I love, love, loved seeing everyone’s Back-to-School posts on facebook today! As a parent, I get a kick out of seeing everyone else’s first day and their takes on what that looks like in their families. I’ve found that people basically fall into two groups: those with perfect first day of school pics– smiling, happy kids, professionally made “First day of ______ grade” signs, finely sculpted hair– and then there’s the rest of us.
The defense would like to offer Exhibit A to the court.
Aside from the goofy grin on that boy, I’m just proud that I got the thing taken. Working moms all over understand me when I say first days back are simultaneously exhilarating and exhausting. It’s an old-fashioned tug-of-war between parenting and bringing home the bacon. Well, I am a teacher after all. In my case, bringing home the spam. Or Vienna sausages.
Any questionable carnivorous fare would suffice for that metaphor.
Accepting my position as a working mom was more difficult than ever to swallow this year. My heart’s desire has always been to make my family my main ministry. Here’s the way I see it: I have to do right by my family no matter what. No matter where I’m teaching or where I’m working, my primary responsibility is to raise my children to know God and to spiritually, emotionally, and physically support my husband. If it were up to me, I would just make that my focus then. Because either way, it’s got to be done. But you know how it goes…
Caviar dreams on a beer budget.
But we don’t drink beer.
So an iced tea budget.
I have loved teaching for ten years and I have loved raising my family for more than six. And even though it seems like I’ve had all the time in the world to figure this thing out and find a nice, neat balance to work and family life, I’ll admit that it’s just now coming together for me.
And it all has to do with acceptance.
This year as the usual back-to-work panic sank in, I felt the Almighty speaking to my heart. “This is your story.” As much as I’ve wanted… and TRIED AND TRIED AND TRIED… to fight it, I’m learning that my story is a unique one that He wants to share. Why? I have no idea! I’ve said many times before I love my life, but it’s never smooth. I’m a textbook example of what NOT to do! I wish I was a SAHM instead of rushing the kids every morning because I chose to hit the snooze a second time and now I’m not fully dressed and mentally ready to go when I wake the Under 7 set, I wish I could spend more time with my kids outside of the transitions of going and coming during the week, I wish I didn’t sometimes forget to make sure my middle son has BOTH shoes on his bony little feet and underwear underneath those flappy shorts when we leave for Pre-K, I wish the laundry and dishes wouldn’t pile up faster than I can tear them down, I wish I had time to work out. Wait, I lie. To be honest, I’m kinda glad to excuse that one. I teach 8th graders; I chase my own three kids. I’m totally qualifying that as cardio.
The bottom line is this: I could wish all day until I’m blue in the face.

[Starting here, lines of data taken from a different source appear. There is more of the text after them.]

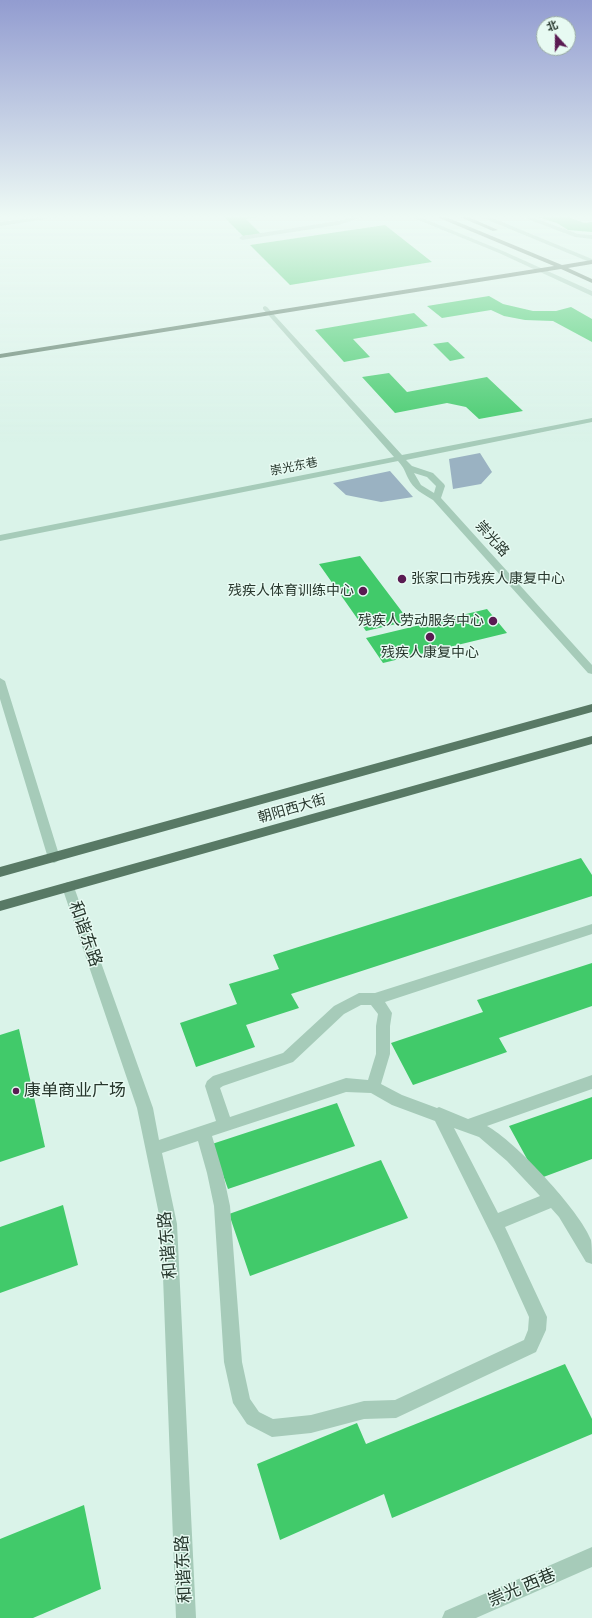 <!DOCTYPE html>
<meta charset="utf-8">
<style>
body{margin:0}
#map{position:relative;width:592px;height:1618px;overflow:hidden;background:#daf3e9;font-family:"PT Sans Narrow","Noto Sans SC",sans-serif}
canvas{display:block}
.north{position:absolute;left:536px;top:16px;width:40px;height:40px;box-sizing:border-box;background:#e7faf2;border:1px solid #9aaca3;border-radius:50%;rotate:339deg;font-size:11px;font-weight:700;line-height:16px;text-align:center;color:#27372d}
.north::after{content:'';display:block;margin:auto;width:14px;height:18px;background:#5a1b52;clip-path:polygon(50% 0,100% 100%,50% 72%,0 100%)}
</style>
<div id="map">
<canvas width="592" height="1618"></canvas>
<div class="north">北</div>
</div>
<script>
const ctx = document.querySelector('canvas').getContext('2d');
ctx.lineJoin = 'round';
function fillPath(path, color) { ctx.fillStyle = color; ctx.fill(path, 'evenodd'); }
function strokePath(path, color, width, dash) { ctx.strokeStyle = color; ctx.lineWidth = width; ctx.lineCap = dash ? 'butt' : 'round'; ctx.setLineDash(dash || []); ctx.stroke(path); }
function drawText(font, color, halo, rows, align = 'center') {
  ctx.font = font + ' "PT Sans Narrow","Noto Sans SC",sans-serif'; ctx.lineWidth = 3; ctx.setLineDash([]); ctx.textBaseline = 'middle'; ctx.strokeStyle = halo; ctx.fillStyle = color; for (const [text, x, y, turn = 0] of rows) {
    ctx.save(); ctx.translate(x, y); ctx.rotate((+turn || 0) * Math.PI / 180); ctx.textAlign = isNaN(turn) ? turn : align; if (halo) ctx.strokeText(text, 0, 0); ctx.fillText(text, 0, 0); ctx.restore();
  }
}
fillPath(new Path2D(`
 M480,453L492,472L481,484L453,489L449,459Z
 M390,471L413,497L381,502L346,495L333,483Z`), '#9ab2c2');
fillPath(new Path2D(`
 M229,215H267V216L246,219L261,234L243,236L223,216Z
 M564,215L584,223L592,222V232L568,230L557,223L534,216Z
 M385,225L432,262L290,285L250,245Z
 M489,296L503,304L533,311H556L571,307L592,319V342L553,321L525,320L504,316L491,310L442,318L427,306Z
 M414,313L428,326L353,339L370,357L344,362L315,330Z
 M448,342L465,358L450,361L433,344Z
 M389,373L407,392L487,377L523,411L479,419L466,407L447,403L395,413L362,377Z
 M360,556L409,621L366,631L319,564Z
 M487,609L507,633L383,663L366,638Z
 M581,858L592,875V896L291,994L299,1008L246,1025L255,1047L196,1067L180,1023L237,1004L229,984L279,969L273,955Z
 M592,963V1006L499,1038L507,1052L413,1085L391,1043L483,1012L477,1000Z
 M19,1029L45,1147L0,1162V1035Z
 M592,1097V1159L538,1179L509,1126Z
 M337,1103L355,1146L228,1189L212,1144Z
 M381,1160L408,1218L250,1276L229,1214Z
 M63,1205L78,1265L0,1293V1227Z
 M565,1364L592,1419V1434L392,1518L384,1494L280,1540L257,1464L357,1423L366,1444Z
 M84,1505L101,1589L33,1618H0V1539Z`), '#41ca6a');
fillPath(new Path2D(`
 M55,215H73L0,226V222Z
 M360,215H370L338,225L242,240L239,238L242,236L338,221Z
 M406,215H415L503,251L592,291V296L499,253Z
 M476,215H485L592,259V263Z
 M517,215H526L578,234L592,235V239L575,237Z
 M265,306L267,307L402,455L592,418V422L406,460L412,466L433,473L444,484L445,486L441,498L592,665V674L588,673L433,500C423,494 413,489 408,478C404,470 405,469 398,461L0,541V535L394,457L263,309V307ZM414,473L427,477L436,486L434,493L421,485Z
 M0,678L5,681L60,858L58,861L54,863L50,861L48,858L0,699Z
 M68,882L73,884L74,887L153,1108L159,1140L216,1121L205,1086L207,1081L213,1076L283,1053L334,1006L359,993H375L592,924V934L385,1002L392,1013L390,1026V1054L381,1084L402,1095L437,1108L439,1107L468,1119L592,1075V1089L487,1126C514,1140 581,1212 591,1240C592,1246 592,1257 592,1264L586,1262L559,1217L551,1208L505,1227L547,1317L546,1330L536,1352L396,1418L364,1419L311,1433L272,1437L247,1424L233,1403L224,1362L214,1206L207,1173L198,1141L162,1153L177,1224L196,1618H176L161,1224L137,1108L62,887L63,884ZM361,1005H371L378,1014L376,1026V1054L368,1080L346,1078L230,1117L220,1088L223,1086L293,1062L344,1014ZM346,1092L371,1093L392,1105L435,1121L496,1244L529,1317L528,1330L524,1340L395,1400L364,1401L311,1415L273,1419L259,1412L250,1399L242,1362L230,1206L223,1173L212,1136ZM454,1128L479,1137L507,1161L540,1196L498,1213Z
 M592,1547V1567L476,1618H442L445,1611Z`), '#a6cbb9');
fillPath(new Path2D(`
 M432,215H441L562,265L592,260V264L568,268L592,279V283L561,269L0,358V354L554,266Z
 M455,215H464L498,230L493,231Z
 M592,704V712L0,877V867Z
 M592,736V744L0,911V901Z`), '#587965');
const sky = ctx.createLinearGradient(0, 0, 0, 442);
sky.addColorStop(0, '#929cd0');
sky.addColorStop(0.49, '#eefaf5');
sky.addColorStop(1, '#eefaf500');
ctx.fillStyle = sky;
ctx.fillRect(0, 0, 592, 442);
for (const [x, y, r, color] of [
 [402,579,5,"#5a1b52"],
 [363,591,5,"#5a1b52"],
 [493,621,5,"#5a1b52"],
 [430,637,5,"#5a1b52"],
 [16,1091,4,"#5a1b52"]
]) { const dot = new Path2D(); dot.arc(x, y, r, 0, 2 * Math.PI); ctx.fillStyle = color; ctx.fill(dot); strokePath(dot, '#e7faf2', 1.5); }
drawText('12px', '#27372d', '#e7faf2', [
 ["崇光东巷",294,467,-11]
]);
drawText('14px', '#27372d', '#e7faf2', [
 ["崇光路",492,539,48],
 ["朝阳西大街",292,809,-16]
]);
drawText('14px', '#27372d', '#e7faf2', [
 ["张家口市残疾人康复中心",411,579,"left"],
 ["残疾人体育训练中心",354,591],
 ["残疾人劳动服务中心",484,621],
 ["残疾人康复中心",430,653,"center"]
], 'right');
drawText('17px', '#27372d', '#e7faf2', [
 ["和谐东路",85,934,71],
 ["和谐东路",168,1245,-95],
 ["和谐东路",184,1569,-93],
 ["崇光 西巷",522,1588,-23]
]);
drawText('17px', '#27372d', '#e7faf2', [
 ["康单商业广场",24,1091]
], 'left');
</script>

But right now that’s not my calling. God has called me to be this story. A teacher. A mom. An occasional blogger, sharing my faith. A wife of a coach (It’s a lot like being married, just without the expectation of seeing your spouse before June. “Hi, I’m Martha. Have we met?”) That picture-perfect life I’ve imagined is someone else’s story, not mine. Maybe I’ll own it someday. But today, I’m learning to own this one. I have no idea what He has in store, but I am confident it’s more than I ever would have imagined for myself anyway.
God be glorified in my hot-mess of a busy, working life.
And if you run into me this week and catch my four-year-old sporting one tennis shoe and one sock, don’t feel sorry for me. I’m fulfilling my calling by living the story I was called to live.
Besides, the bigger issue at hand is whether or not he’s going commando.